The debt deal Biden negotiated and signed last month included explicit congressional approval of the nearly complete, 303-mile Mountain Valley Pipeline through West Virginia and Virginia, and an explicit ban on court action to stop it. Since last spring, it has won approvals from the Departments of Energy and the Interior and an endorsement from Energy Secretary Jennifer Granholm, who says it’s necessary for America and its allies during the transition to clean energy.
This was a huge achievement for Manchin on a project he says will create thousands of jobs and millions of dollars in tax revenue and land-owner royalties. He praised House Speaker Kevin McCarthy for agreeing to incorporate it in the debt deal. But environmentalists quickly sued and, as an Associated Press headline aptly put it, “Appeals court blocks construction on Mountain Valley Pipeline even after Congress says it can’t.”
The question of whether the court has jurisdiction is now before Chief Justice John Roberts, and pipeline developers want an answer soon. If the environmentalists win, Eric Levitz wrote in New York Magazine, that could hurt the climate. “Any legal precedent that makes it more difficult for the legislative branch to expedite infrastructure projects will do more to undermine the green transition than the carbon economy,” he wrote.

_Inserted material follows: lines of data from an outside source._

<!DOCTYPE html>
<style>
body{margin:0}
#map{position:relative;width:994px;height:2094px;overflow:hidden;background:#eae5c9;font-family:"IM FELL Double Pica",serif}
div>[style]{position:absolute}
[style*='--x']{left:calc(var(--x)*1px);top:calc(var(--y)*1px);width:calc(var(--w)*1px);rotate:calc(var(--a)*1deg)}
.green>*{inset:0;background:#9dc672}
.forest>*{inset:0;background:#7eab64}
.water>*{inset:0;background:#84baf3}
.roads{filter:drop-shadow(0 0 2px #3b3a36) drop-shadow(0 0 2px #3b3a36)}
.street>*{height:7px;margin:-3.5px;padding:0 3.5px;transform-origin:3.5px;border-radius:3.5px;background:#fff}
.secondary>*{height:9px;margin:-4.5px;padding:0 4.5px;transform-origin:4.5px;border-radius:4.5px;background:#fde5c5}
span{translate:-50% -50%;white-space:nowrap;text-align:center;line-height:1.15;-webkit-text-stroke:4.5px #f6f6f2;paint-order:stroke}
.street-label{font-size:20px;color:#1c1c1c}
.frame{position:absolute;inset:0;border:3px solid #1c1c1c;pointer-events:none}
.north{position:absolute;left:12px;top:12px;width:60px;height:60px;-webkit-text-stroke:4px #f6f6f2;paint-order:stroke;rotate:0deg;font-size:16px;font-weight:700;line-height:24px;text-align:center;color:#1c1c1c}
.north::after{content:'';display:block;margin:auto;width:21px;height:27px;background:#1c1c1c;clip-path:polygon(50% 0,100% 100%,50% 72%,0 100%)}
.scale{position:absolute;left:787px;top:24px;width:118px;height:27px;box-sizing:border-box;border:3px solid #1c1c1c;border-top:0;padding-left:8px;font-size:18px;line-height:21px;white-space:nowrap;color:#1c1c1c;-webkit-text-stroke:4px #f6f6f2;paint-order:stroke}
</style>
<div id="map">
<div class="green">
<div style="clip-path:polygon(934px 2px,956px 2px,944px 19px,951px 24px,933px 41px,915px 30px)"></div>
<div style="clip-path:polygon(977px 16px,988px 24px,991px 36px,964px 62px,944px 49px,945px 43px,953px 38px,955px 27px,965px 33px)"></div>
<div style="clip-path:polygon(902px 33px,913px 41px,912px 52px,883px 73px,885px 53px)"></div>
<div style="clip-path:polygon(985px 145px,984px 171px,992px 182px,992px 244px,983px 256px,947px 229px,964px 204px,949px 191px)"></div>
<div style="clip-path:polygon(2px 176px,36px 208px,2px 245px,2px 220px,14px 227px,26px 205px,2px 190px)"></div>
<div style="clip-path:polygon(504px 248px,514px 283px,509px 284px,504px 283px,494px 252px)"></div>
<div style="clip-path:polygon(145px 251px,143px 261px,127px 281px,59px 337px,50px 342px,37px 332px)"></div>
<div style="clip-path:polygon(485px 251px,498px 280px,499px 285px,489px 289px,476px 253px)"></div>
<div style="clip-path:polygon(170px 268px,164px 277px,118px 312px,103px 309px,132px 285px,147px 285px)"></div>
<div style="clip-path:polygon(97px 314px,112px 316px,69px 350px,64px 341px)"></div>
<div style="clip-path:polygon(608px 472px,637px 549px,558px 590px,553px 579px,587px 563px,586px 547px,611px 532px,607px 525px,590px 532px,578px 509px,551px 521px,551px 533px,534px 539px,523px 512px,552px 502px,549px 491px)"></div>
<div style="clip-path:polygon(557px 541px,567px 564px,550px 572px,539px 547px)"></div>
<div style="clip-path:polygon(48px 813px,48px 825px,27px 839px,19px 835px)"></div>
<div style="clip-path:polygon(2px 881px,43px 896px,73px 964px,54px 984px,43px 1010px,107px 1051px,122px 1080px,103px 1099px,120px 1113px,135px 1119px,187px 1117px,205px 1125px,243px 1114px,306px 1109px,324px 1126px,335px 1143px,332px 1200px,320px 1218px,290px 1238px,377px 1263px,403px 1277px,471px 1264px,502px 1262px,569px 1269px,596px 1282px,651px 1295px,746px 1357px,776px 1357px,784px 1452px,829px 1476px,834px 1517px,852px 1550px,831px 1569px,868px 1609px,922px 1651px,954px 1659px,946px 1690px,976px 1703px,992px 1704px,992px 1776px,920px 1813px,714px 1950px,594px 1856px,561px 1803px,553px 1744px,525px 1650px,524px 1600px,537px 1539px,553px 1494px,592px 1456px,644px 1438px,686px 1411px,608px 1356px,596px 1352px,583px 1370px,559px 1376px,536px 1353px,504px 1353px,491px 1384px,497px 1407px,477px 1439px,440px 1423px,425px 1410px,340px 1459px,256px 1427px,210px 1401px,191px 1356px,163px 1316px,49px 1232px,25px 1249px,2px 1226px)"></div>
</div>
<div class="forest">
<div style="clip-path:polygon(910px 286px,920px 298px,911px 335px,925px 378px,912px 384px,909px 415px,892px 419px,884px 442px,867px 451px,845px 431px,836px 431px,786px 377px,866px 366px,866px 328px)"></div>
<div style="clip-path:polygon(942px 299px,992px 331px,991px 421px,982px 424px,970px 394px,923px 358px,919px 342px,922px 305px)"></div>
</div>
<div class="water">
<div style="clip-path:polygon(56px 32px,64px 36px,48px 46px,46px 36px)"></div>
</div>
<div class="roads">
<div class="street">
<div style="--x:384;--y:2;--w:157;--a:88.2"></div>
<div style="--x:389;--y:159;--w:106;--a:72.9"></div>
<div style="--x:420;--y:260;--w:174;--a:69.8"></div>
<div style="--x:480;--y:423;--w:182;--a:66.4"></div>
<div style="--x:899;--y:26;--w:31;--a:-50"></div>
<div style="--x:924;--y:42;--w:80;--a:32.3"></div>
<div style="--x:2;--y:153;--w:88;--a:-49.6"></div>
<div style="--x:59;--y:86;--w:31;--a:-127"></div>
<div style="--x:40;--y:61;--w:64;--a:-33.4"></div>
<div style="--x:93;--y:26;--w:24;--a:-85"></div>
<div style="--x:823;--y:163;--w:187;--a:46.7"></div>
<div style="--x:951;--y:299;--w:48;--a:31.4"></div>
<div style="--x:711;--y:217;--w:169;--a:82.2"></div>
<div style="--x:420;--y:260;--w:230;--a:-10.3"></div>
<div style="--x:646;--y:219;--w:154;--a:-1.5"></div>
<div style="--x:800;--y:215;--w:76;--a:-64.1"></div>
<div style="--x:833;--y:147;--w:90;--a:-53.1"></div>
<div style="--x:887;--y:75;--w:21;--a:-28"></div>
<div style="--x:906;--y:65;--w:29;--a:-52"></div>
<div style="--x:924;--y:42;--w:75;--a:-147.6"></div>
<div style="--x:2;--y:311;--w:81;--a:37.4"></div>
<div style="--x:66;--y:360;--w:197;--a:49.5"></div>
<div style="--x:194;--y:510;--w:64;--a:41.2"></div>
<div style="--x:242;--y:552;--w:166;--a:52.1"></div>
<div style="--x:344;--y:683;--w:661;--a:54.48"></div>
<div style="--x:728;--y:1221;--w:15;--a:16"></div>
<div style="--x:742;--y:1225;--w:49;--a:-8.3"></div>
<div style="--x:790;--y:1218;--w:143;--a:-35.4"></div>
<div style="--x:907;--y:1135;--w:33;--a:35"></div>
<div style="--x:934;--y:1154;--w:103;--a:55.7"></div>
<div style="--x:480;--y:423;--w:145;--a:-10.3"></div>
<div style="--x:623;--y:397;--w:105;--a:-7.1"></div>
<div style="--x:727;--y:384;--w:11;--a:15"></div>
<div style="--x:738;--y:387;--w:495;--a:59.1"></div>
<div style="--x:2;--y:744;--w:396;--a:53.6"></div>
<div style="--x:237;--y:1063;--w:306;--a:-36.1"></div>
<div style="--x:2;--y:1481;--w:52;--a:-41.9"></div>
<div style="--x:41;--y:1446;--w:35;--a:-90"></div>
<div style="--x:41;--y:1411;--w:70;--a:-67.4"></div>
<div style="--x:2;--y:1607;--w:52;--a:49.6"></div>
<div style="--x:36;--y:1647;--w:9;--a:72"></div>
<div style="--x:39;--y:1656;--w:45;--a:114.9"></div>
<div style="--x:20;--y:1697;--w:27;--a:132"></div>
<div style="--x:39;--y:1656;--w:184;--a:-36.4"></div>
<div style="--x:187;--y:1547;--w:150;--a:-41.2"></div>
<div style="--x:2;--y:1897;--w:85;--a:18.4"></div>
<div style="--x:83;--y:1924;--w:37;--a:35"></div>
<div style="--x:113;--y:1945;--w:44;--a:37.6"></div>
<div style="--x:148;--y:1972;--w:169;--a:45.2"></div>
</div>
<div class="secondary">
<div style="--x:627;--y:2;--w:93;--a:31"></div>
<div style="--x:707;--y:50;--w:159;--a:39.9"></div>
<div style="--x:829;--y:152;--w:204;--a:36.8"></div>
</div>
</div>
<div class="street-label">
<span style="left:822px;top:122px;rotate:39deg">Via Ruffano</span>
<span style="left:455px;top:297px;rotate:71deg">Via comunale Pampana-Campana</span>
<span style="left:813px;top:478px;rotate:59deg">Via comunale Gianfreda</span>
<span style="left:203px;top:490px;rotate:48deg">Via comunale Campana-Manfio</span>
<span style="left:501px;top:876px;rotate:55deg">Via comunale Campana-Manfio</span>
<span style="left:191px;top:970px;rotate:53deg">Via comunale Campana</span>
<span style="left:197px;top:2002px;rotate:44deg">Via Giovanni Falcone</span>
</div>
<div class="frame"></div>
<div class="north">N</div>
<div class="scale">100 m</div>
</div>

MANCHIN DOES SUPPORT many Democratic nominees and policies, and they are central to last year’s Inflation Reduction Act. But when he was asked at the No Labels town hall if he’s a Democrat or Republican, he replied, to laughter: “I’m the most independent Democrat you’ve ever met.”
Running against your own party is a tried and true tactic for politicians in precarious states or districts. When vulnerable House Democrats would attack then-Speaker Nancy Pelosi on the campaign trail, her response was classic realpolitik: “Just win, baby.”

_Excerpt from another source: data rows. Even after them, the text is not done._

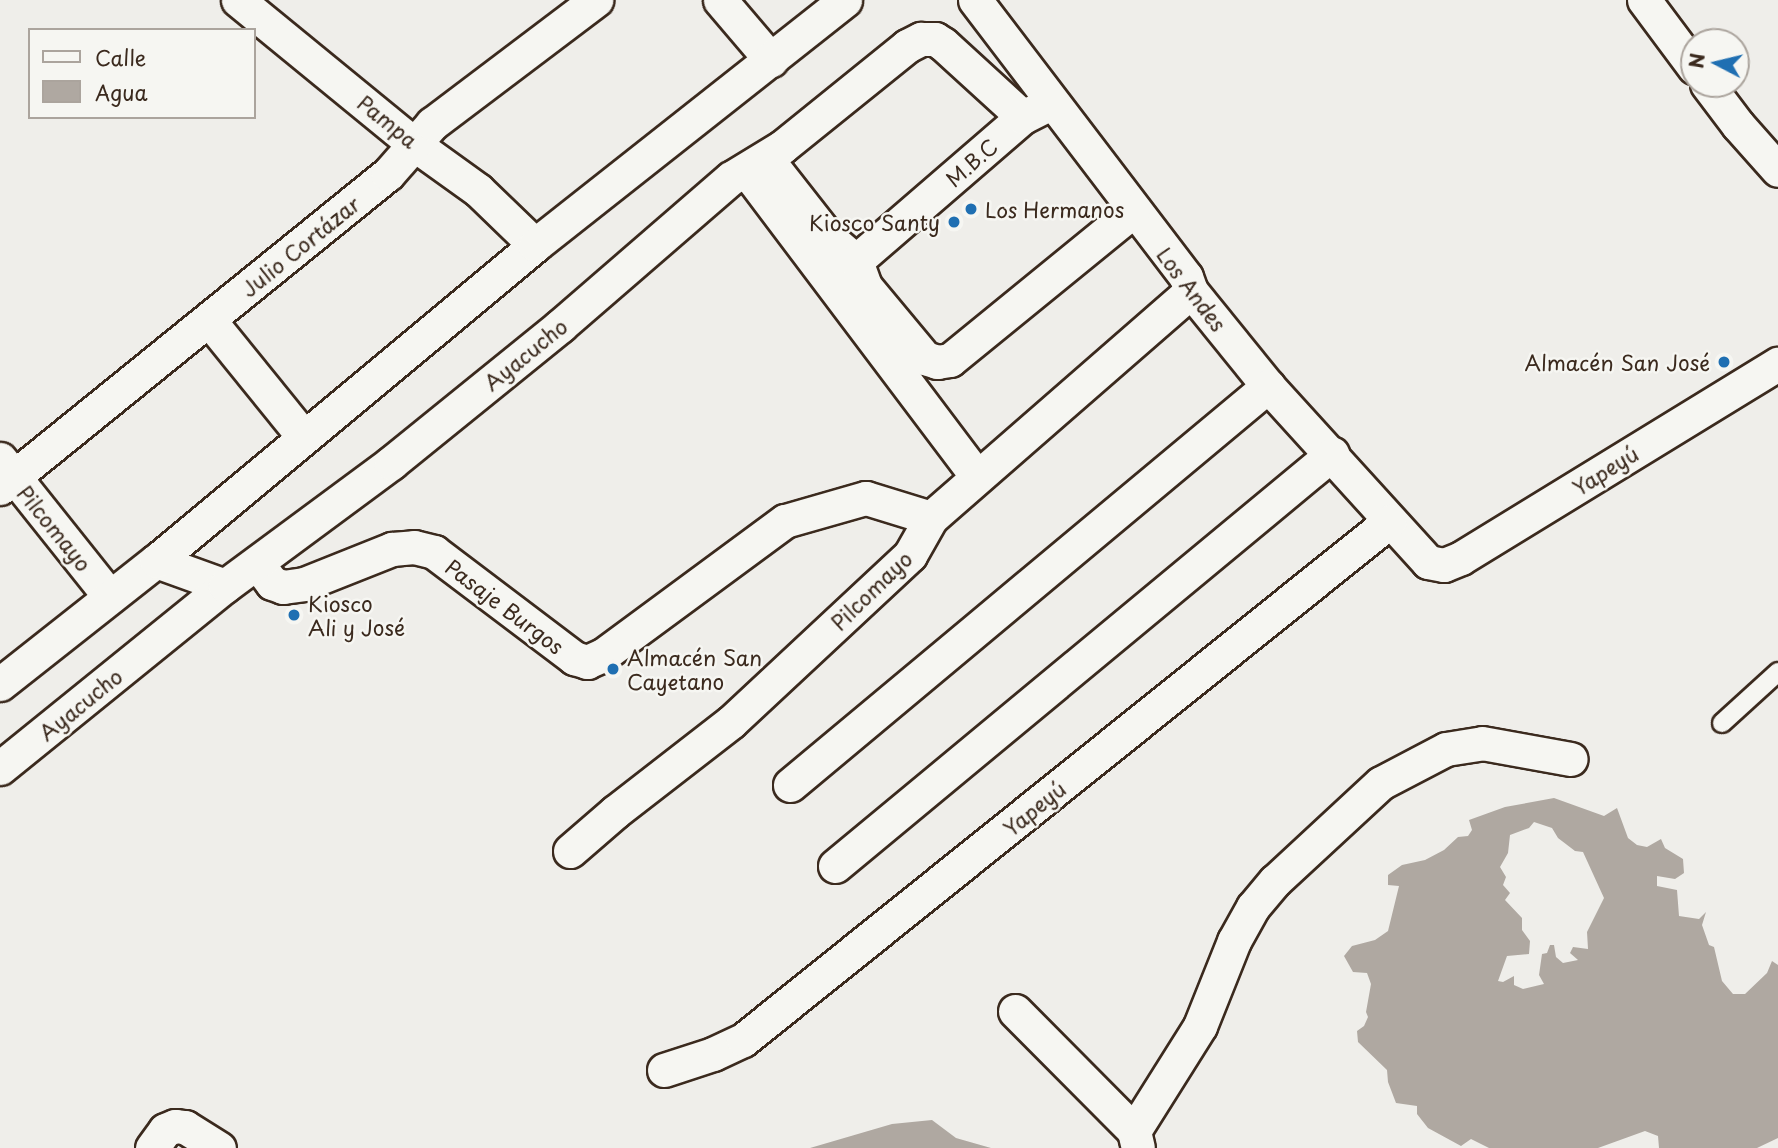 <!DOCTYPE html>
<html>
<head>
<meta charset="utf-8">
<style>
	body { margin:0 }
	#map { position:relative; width:1778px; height:1148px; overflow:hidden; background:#efeeea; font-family:"Playpen Sans",sans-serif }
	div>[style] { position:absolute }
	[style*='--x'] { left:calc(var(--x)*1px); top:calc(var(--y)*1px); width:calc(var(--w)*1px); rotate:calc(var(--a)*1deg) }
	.water>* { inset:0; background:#afa8a1 }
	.roads { filter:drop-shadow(2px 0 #3b2a1e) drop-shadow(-2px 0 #3b2a1e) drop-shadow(0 2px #3b2a1e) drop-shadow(0 -2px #3b2a1e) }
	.service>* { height:18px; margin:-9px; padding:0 9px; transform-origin:9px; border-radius:9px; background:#f6f6f2 }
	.minor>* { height:33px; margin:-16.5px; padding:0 16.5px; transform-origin:16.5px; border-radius:16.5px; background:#f6f6f2 }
	.dots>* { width:19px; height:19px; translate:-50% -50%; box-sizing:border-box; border:4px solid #f6f6f2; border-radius:50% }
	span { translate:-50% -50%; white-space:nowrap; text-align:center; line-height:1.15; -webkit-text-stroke:5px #f6f6f2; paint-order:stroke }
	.street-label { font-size:21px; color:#3b2a1e }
	.poi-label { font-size:21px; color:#3b2a1e }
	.left { translate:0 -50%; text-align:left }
	.right { translate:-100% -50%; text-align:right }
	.legend { position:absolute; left:28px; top:28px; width:228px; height:91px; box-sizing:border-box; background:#f6f6f2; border:2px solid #aba49d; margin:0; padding:9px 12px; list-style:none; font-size:21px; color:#3b2a1e }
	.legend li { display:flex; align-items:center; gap:14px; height:35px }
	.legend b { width:35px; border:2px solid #aba49d }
	.north { position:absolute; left:1680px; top:28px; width:70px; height:70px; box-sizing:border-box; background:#f6f6f2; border:2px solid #aba49d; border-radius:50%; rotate:277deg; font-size:19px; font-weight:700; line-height:28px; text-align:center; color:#3b2a1e }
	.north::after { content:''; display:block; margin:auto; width:24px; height:32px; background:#1f6fb2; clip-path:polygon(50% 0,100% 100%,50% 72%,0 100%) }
</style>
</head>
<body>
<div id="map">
	<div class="water">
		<div style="clip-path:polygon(evenodd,1554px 798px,1604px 816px,1617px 808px,1628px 838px,1637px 845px,1647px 847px,1661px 839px,1665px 848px,1683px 859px,1684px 873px,1675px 879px,1657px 876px,1657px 886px,1677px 890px,1679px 916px,1699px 919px,1706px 912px,1702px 925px,1709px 945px,1714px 947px,1722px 981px,1733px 994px,1745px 994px,1767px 973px,1772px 961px,1778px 965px,1778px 1138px,1757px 1148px,1659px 1148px,1658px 1136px,1645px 1131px,1598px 1148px,1489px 1148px,1471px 1139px,1461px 1146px,1428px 1128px,1417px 1114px,1417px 1106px,1396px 1103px,1388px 1082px,1387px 1070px,1358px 1042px,1357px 1031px,1364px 1026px,1368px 1017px,1366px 1012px,1371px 984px,1367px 973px,1353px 972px,1344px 956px,1352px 946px,1375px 940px,1388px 931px,1399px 886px,1388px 885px,1388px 875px,1402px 865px,1425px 860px,1444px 850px,1458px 837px,1468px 836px,1472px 830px,1469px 820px,1505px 807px,1554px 798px,1534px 822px,1552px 828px,1558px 838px,1575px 851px,1583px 852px,1604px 898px,1587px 932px,1588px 949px,1573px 947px,1570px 953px,1578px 960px,1563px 963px,1556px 957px,1554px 945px,1550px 945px,1547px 953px,1542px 954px,1539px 975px,1544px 984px,1523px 989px,1514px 985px,1514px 976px,1503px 982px,1498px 981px,1507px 956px,1529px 954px,1530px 941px,1522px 930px,1522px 918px,1505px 900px,1510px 893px,1503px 885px,1506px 877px,1500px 867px,1508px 853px,1510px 835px,1529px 828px,1534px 822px)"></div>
		<div style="clip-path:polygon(932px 1120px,956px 1138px,991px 1148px,810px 1148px,892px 1124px)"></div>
	</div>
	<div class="roads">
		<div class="service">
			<div style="--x:1722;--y:723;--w:76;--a:-42.3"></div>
		</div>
		<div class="minor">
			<div style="--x:238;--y:0;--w:227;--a:39.3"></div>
			<div style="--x:414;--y:144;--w:79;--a:35.7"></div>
			<div style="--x:478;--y:190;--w:79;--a:44"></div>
			<div style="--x:720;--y:0;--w:79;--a:49.6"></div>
			<div style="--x:975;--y:0;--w:348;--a:52.7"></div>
			<div style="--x:1186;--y:277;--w:15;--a:70"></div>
			<div style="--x:1191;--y:291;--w:122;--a:51"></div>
			<div style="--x:1268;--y:386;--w:238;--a:47.7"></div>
			<div style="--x:1428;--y:562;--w:16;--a:11"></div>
			<div style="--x:1444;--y:565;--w:18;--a:-22"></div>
			<div style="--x:1461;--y:558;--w:372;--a:-31.5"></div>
			<div style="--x:1644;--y:0;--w:84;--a:53.3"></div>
			<div style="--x:1707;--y:84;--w:51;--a:52.9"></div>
			<div style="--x:1738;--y:125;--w:60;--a:48.4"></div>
			<div style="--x:766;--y:158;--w:100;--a:51.9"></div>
			<div style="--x:828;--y:237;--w:37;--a:41"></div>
			<div style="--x:856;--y:261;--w:27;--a:70"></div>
			<div style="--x:865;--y:286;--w:94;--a:50.2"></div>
			<div style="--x:925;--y:358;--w:13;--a:18"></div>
			<div style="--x:937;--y:362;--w:13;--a:-9"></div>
			<div style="--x:950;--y:360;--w:236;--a:-39.2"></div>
			<div style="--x:746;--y:170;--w:383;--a:53"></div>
			<div style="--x:856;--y:261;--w:221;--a:-40.8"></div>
			<div style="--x:209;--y:320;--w:149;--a:51"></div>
			<div style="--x:0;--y:459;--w:176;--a:51.4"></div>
			<div style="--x:0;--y:488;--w:499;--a:-39"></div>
			<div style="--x:388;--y:174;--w:67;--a:-48.7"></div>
			<div style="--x:432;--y:124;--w:206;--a:-37.1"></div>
			<div style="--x:156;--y:561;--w:73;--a:19.9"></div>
			<div style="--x:257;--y:563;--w:25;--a:53"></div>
			<div style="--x:272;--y:583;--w:12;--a:20"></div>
			<div style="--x:283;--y:587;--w:21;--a:-8"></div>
			<div style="--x:304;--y:584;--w:95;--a:-21.7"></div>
			<div style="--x:392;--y:549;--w:22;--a:-5"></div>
			<div style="--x:414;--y:547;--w:21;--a:14"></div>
			<div style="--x:434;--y:552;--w:176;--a:37.1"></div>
			<div style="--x:574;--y:658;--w:14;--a:17"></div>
			<div style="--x:587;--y:662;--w:17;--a:-24"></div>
			<div style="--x:603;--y:655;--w:226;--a:-36.4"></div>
			<div style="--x:785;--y:521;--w:84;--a:-15.9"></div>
			<div style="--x:866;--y:498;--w:68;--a:17.1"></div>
			<div style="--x:0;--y:684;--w:199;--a:-38.3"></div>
			<div style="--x:156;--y:561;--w:493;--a:-39.8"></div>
			<div style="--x:535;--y:245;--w:395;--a:-38.3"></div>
			<div style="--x:0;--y:768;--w:289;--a:-39"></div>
			<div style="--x:225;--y:586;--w:207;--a:-36.5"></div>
			<div style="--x:391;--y:463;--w:218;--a:-39"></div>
			<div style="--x:560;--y:326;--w:226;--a:-40.9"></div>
			<div style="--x:731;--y:178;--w:60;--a:-31.3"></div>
			<div style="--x:782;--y:147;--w:161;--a:-38.9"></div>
			<div style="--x:907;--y:46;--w:16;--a:-27"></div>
			<div style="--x:921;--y:39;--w:14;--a:0"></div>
			<div style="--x:935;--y:39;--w:9;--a:32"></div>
			<div style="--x:943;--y:44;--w:108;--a:42.4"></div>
			<div style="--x:1023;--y:117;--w:31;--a:-27"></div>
			<div style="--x:790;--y:785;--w:623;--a:-39.85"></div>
			<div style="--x:570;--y:851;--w:60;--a:-40.9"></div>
			<div style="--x:615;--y:812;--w:147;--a:-37.8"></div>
			<div style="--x:731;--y:722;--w:245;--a:-43"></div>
			<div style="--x:910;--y:555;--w:43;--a:-60.4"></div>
			<div style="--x:931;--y:518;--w:345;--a:-41.1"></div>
			<div style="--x:835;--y:866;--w:646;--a:-39.66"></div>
			<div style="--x:1015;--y:1011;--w:169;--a:45.2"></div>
			<div style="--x:1134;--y:1131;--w:17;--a:77"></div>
			<div style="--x:664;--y:1070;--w:52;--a:-18.1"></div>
			<div style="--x:713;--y:1054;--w:33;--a:-25"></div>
			<div style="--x:743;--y:1040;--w:829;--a:-38.74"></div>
			<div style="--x:1134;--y:1131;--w:124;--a:-57.8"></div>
			<div style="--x:1200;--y:1026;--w:92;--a:-68.2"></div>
			<div style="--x:1234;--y:941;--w:39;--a:-61"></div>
			<div style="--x:1253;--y:907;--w:34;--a:-50"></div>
			<div style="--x:1275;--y:881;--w:144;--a:-42.8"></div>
			<div style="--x:1381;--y:783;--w:73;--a:-27.6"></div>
			<div style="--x:1446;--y:749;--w:36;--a:-9"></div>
			<div style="--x:1482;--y:743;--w:90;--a:10.2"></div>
			<div style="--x:152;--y:1148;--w:22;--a:-54"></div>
			<div style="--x:165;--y:1130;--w:11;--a:-22"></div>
			<div style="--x:175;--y:1126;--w:10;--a:6"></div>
			<div style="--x:185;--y:1127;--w:40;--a:32"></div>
		</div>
	</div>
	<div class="dots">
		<div style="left:971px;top:209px;background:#1f6fb2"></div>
		<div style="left:954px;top:222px;background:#1f6fb2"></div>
		<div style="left:1724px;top:362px;background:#1f6fb2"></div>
		<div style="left:294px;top:615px;background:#1f6fb2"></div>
		<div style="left:613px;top:669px;background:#1f6fb2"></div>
	</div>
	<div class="street-label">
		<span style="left:388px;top:121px;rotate:39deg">Pampa</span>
		<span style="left:971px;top:162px;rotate:-41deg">M.B.C</span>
		<span style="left:300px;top:246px;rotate:-39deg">Julio Cortázar</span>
		<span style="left:1192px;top:289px;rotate:53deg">Los Andes</span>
		<span style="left:525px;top:354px;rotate:-39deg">Ayacucho</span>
		<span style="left:1605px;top:470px;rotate:-32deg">Yapeyú</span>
		<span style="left:55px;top:528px;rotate:51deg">Pilcomayo</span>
		<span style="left:871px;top:590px;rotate:-44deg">Pilcomayo</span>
		<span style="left:505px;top:606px;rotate:37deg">Pasaje Burgos</span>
		<span style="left:80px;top:704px;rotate:-39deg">Ayacucho</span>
		<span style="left:1034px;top:808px;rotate:-39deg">Yapeyú</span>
	</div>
	<div class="poi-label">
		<span class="left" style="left:985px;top:209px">Los Hermanos</span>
		<span class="right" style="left:940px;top:222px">Kiosco Santy</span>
		<span class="right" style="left:1710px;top:362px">Almacén San José</span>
		<span class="left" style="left:308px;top:615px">Kiosco<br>Ali y José</span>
		<span class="left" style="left:627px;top:669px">Almacén San<br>Cayetano</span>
	</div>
	<ul class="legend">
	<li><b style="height:9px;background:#f6f6f2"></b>Calle</li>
	<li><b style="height:19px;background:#afa8a1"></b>Agua</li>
	</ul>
	<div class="north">N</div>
</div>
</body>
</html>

Manchin says that if he gets into the presidential race as a third-party candidate, “I’m going to win.” But it’s a kamikaze mission at a perilous moment for democracy. And if Trump were to be nominated and win the White House, Manchin would be remembered as a spoiler in the mold of Ralph Nader, Pat Buchanan, and Jill Stein. His role enabling Trump to reclaim the office, amid indictments and trials, would be in the first sentence of his obituary.
Manchin could be remembered another way: as a deal-maker in barely Democratic Senates who helped keep health insurance and prescription drugs affordable, protected fossil fuel production for the short term, supported clean energy manufacturing for the future, and fought hard to keep his seat in a difficult year.
Maybe Manchin would win, maybe he wouldn’t, but he’s the Democratic party’s only hope in his state. Most Democrats, from Biden on down, long ago concluded he’s worth the trouble.